Conclusion – Geriatric Syndromes and Frailty
Geriatric syndromes are interconnected health states that, as a whole, differ from the individual health conditions in a younger person because they are accompanied by older age and cognitive, functional, and mobility impairment. Research is building to show that the development or progression of these syndromes can predict poor outcomes for older adults. Nurse practitioners (NPs) are in the unique position of being able to monitor for geriatric syndromes in various settings throughout the continuum of care.
Patient-centered care for older adults should include patient/family education about geriatric syndromes and their importance as indicators of risk for decline. Families can be encouraged to report findings of new or worsening syndromes. In return, such reported evidence should trigger provider investigation into possible reversible causes, such as polypharmacy or acute illness. Providers should be prepared to educate patients and their families or caregivers regarding preventive strategies. Throughout this book, examples of red flags/triggers and educational opportunities are offered in regard to geriatric syndromes and their association with health systems and treatments.
A.Frailty
Frailty may be seen as a stage in aging that follows multiple health and functional declines. One definition of frailty follows:
It is a state of vulnerability to poor resolution of homeostasis following a stress and is a consequence of cumulative decline in multiple physiological systems over a lifespan. Frailty results in a vulnerability to sudden health status changes triggered by minor stressor events (Clegg, Young, Iliffe, Rikkert, & Rockwood, 2013).
Other descriptions of frailty include biological loss of complexity, disuse, or homeostatic dysregulation. Frailty is commonly seen as a strong predictor of mortality. Weakness is the most common first manifestation, followed by slowness and low physical activity. These typically progress to exhaustion and weight loss, although there is a great deal of variability in the progression of frailty. The standardization of assessment and description of frailty are still in development. Among common screening tools are the following:
1.Fried et al. (2001) physical frailty phenotype:
•Weight loss (more than 10 lbs).
•Weakness (grip strength).
•Exhaustion (self-report).
•Walking speed (15 feet).
•Physical activity (kcals/wk).
2.FRAIL (fatigue, resistance, ambulation, illnesses, and loss of weight) Scale has been validated in a number of studies (Morley et al, 2013):
•Fatigue (are you fatigued?).
•Resistance (can you climb a single flight of stairs?).

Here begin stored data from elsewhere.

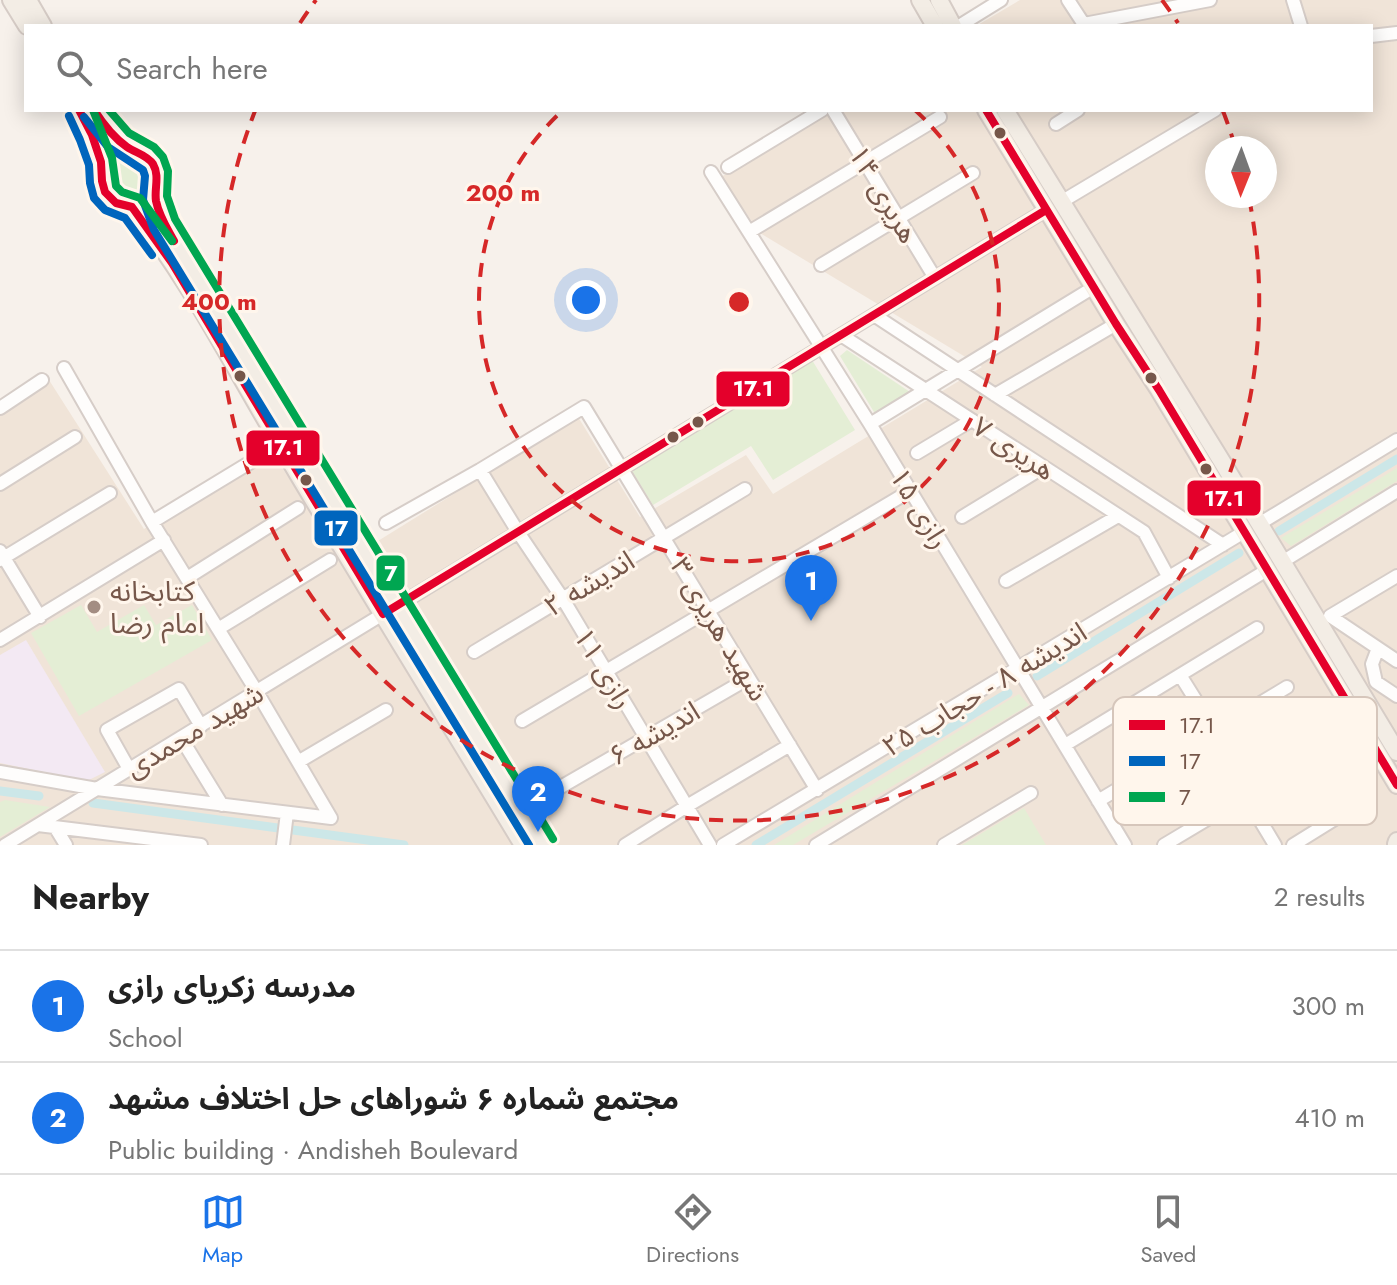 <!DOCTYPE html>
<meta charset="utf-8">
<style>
:root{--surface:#fff;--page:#f6f6f6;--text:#222;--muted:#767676;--line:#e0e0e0;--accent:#1a73e8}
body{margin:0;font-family:Jost,"Noto Sans Arabic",sans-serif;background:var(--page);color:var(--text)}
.compass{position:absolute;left:1205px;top:136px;width:72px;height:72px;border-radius:50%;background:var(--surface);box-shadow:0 4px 20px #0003;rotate:181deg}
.you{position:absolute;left:586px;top:300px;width:28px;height:28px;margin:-20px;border:6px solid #fff;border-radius:50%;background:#1a73e8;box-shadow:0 0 0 12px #1a73e833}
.badge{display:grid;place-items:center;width:52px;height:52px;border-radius:50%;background:var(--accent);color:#fff;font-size:26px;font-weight:700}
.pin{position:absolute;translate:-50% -66px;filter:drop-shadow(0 2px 4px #0008)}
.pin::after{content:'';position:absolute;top:42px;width:28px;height:24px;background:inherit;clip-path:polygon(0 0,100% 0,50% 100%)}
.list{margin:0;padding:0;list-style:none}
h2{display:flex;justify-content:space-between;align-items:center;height:104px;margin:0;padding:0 32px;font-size:34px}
h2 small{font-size:26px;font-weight:400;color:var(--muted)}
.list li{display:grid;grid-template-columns:52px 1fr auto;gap:24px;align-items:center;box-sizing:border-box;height:112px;padding:0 32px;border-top:2px solid var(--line)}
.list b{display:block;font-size:30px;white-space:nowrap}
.list p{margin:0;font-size:26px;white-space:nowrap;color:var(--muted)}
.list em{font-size:26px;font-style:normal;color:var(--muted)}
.icon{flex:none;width:44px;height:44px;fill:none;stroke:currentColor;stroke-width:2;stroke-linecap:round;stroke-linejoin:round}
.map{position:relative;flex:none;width:1397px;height:845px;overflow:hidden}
.search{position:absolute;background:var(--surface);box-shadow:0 4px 20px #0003;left:24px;right:24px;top:24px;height:88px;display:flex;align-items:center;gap:20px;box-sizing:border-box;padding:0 28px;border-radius:0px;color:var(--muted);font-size:30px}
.sheet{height:328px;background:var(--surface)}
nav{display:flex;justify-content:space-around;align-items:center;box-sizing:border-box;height:112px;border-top:2px solid var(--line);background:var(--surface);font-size:22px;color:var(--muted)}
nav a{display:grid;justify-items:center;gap:4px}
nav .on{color:var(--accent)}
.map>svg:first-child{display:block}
</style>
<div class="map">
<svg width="1397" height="845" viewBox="0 0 1397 845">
<rect width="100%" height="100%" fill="#f7f1eb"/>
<path fill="#f0e4d8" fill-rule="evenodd" d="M1020 0H1397V845H0V410L49 380 144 529 273 454 344 562 578 417 640 517 746 455 773 494 982 367 760 233 721 177 834 110H1371V26H976ZM1217 148H1265V196H1217Z"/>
<path fill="#f3e9f3" d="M26 640 105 772 87 781 0 763V655Z"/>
<path fill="#e4eed5" d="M112 179a18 18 0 1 1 36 0a18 18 0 1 1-36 0Z
M847 350 913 394 877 417 840 356Z
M812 360 855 430 773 480 751 446 653 505 632 471Z
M1397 468V481L1291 546 1281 538Z
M81 605 97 632 144 605 156 625 192 605 212 640 79 716 31 633Z
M1019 694 1029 705 793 845H774Z
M5 800 50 807 0 837V802Z
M1024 808 1046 845H962Z"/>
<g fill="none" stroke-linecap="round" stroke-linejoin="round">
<path stroke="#cce7e8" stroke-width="9" d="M1279 531 1397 459
M1037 676 1239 553
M0 791 39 796
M93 803 404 845
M756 845 1008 693"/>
<defs>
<path id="minor" d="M1068 0 1085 26
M1293 0 1301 26
M1084 24 1210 0
M959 26 1001 0
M1371 36 1397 33
M833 110 935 278
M1056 124 1078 110
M728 167 822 110
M711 172 870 424 1125 845
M1061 202 1215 110
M749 232 940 117
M821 265 973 173
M874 315 1223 545
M841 335 1144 532 1169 578
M64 368 152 522 257 692 331 818
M995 395 1116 324
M0 408 42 380
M870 424 1094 287
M917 453 972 420
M480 470 518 532 563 599 710 845
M0 484 75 437
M962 517 1044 467
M152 522 269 451
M386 523 480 470 584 407 817 790
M1259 524 1397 440
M0 551 40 617
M0 560 110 493
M1282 562 1397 491
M1397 576 1330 616 1397 661
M187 578 298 508
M1006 581 1118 516
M397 606 1046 210
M218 629 330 560
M0 640 164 540
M1378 648 1372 664 1376 682 1397 696
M474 652 745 489
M1180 675 1215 731
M522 721 910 491
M181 738 222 805
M1065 745 1257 628
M298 762 386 710
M129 769 107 730 179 689 201 726
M0 772 97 789 331 818
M559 788 749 678
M1246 797 1275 845
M1098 801 1287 687
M38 825 201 845
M55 827 66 845
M5 845 383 614
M283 845 287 813
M625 845 687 806 790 745
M723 845 1244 532
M816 845 1267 570
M944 845 1031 793
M1164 845 1328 747
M1293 845 1359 804"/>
<path id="major" d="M11 0 27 26
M28 0 43 26
M920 0 935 26
M939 0 953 26
M79 110 95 141 103 169
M94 110 111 133 133 151
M986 110 1116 324 1159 390 1397 785
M1005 110 1221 460 1397 752
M101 179a28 28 0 1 1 56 0a28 28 0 1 1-56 0Z
M154 192 164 224 543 845
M132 207C190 280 232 364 280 444 360 579 442 711 523 845
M1396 844 1397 841"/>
</defs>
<use href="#minor" stroke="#d6cdc8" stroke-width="16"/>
<use href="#major" stroke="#d6ccc6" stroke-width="20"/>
<use href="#minor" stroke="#fefdfc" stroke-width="12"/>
<use href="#major" stroke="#f3ede5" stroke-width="16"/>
<defs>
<path id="bus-1" d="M79 110 92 135 101 162 102 181 105 192 116 203 132 207 172 263 383 614 1046 210
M94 110C103 124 114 138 127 147 136 153 147 155 153 164 160 176 154 189 156 201 159 216 167 228 174 241
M986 110 1116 324 1159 390 1397 785"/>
<path id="bus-2" d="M69 116 80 140 89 165 90 183 94 198 105 210 125 218 152 255
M84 117 108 147 143 170 145 176 143 200 154 230 529 845"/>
<path id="bus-3" d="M93 110 112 158 116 186 122 192 140 198 172 241
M109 110 129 133 154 147 163 157 168 171 167 196 175 219 553 839"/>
</defs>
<use href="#bus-1" stroke="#fff6ec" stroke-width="14"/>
<use href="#bus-2" stroke="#fff6ec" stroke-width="14"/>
<use href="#bus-3" stroke="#fff6ec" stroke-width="14"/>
<use href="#bus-1" stroke="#e4002b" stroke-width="8"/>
<use href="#bus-2" stroke="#0065bd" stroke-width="8"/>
<use href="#bus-3" stroke="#00a651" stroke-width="8"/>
</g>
<g fill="none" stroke="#d62828" stroke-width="4" stroke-dasharray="14 10">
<path d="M915 110A260 260 0 1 1 563 110"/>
<path d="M300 23A520 520 0 0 1 316 0M1162 0A520 520 0 0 1 1178 23M1223 111A520 520 0 0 1 1235 146M1249 198A520 520 0 1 1 255 111"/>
</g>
<g fill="#76574a" stroke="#fff6ec" stroke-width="3">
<circle cx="1000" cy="133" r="7"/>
<circle cx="240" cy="376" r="7"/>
<circle cx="1151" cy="378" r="7"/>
<circle cx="698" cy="422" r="7"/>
<circle cx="673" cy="437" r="7"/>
<circle cx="1206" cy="469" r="7"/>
<circle cx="306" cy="480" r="7"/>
</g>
<circle fill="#a38d82" stroke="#fff6ec" stroke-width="3" cx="94" cy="607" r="8"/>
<g text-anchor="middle" stroke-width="6" stroke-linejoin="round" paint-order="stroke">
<g font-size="28" fill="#76574a" stroke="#fff6ec">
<text transform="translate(884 194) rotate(59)" y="10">هریری ۱۴</text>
<text transform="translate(1014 448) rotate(33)" y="10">هریری ۷</text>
<text transform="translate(920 508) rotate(59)" y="10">رازی ۱۵</text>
<text transform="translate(589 583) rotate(-31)" y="10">اندیشه ۲</text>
<text transform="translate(720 629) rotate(59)" y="10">شهید هریری ۳</text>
<text transform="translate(604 668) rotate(59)" y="10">رازی ۱۱</text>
<text transform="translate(984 689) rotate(-31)" y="10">اندیشه ۸ - حجاب ۲۵</text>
<text transform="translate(194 730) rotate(-31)" y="10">شهید محمدی</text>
<text transform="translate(654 733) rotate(-30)" y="10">اندیشه ۶</text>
</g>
<g font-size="28" fill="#76574a" stroke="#fff6ec" text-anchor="start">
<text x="110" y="601">کتابخانه<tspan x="110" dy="32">امام رضا</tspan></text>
</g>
</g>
<rect x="1113" y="697" width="264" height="128" rx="12" fill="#fff6ec" stroke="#d6c6bb" stroke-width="2"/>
<rect x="1129" y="720" width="36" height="10" fill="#e4002b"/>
<rect x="1129" y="756" width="36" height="10" fill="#0065bd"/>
<rect x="1129" y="792" width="36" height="10" fill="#00a651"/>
<g font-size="22" fill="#76574a">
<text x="1179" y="733">17.1</text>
<text x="1179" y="769">17</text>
<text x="1179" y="805">7</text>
</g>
<circle cx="739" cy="302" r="12" fill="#d62828" stroke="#fff6ec" stroke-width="4"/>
<g font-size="24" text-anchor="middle" font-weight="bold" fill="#d62828" stroke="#fff6ec" stroke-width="6" stroke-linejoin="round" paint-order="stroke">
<text x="503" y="201">200 m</text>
<text x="219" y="310">400 m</text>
</g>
<g stroke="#fff6ec" stroke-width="3">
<rect x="715" y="370" width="76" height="38" rx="8" fill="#e4002b"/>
<rect x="245" y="429" width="76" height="38" rx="8" fill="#e4002b"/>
<rect x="1186" y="479" width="76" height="38" rx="8" fill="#e4002b"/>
<rect x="313" y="509" width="46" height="38" rx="8" fill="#0065bd"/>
<rect x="375" y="554" width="31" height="38" rx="8" fill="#00a651"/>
</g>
<g font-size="22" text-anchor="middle" font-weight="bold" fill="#fff">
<text x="753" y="396">17.1</text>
<text x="283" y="455">17.1</text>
<text x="1224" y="506">17.1</text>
<text x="336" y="536">17</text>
<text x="391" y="581">7</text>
</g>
</svg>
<svg class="compass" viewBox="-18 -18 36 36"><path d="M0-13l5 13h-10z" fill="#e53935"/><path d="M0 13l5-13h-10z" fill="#767676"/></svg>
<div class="you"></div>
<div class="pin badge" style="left:811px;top:621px">1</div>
<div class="pin badge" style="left:538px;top:832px">2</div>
<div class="search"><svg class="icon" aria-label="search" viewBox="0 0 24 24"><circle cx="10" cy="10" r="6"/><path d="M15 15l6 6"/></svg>Search here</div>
</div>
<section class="sheet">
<h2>Nearby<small>2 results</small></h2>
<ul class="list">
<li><span class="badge">1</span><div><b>مدرسه زکریای رازی</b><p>School</p></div><em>300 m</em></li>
<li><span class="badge">2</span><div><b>مجتمع شماره ۶ شوراهای حل اختلاف مشهد</b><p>Public building · Andisheh Boulevard</p></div><em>410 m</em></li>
</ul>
</section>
<nav>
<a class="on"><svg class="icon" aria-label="map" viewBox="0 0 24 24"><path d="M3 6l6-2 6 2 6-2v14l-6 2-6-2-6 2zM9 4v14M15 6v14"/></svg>Map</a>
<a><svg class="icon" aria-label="directions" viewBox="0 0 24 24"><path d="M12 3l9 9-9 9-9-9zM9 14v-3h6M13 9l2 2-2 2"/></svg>Directions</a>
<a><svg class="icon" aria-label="saved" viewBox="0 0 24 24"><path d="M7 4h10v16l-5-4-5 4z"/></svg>Saved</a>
</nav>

•Ambulation (can you walk one block?).
•Illnesses (more than five).
•Loss of weight (more than 5%).
3.Vulnerable Elder Survey (Min et al., 2009; download for free at Rand: www.rand.org/health/projects/acove/survey.html).
B.Sarcopenia.
The hallmark of age-related weakness is the clinical condition sarcopenia:
1.Age-related (as opposed to illness associated) decline in muscle mass and function, defined by the following three elements:
a.Presence of low muscle mass as measured commonly with dual-energy x-ray absorptiometry (DEXA), or bio-electrical impedance, using adjusted appendicular muscle mass for height: two standard deviations below the mean for healthy adults is diagnostic for sarcopenia.
b.Decreased muscle strength: Commonly measured with handgrip strength (grip strength can be measured using a dynamometer).
c.Reduced physical performance: Commonly measured using usual gait speed (Shafiee et al., 2017).
2.Prevalence in adults age 60 and older is equal in men and women at 10%. One study identified 53% to 57% of men and 43% to 60% of women over the age of 80 as having sarcopenia.
3.Research shows sarcopenia affects multiple ethnicities equally, with the exception of Asian ethnicity, which appears to carry a lower risk for sarcopenia.
4.Occurs in overweight, normal weight, and under-weight individuals.
5.Causes and contributors include the following:
a.Disuse/decreased physical activity.
b.Changing endocrine function (including reduced androgens).
c.Inflammation.
d.Chronic disease.
e.Reduced motor neurons in the spinal cord.
f.Suboptimal protein intake.
g.Increase insulin resistance.
6.Carries a high rate of adverse outcomes in older adults including disability, poor quality of life, falls, and increased risk of death.
7.Low serum albumin is a biomarker for sarcopenia.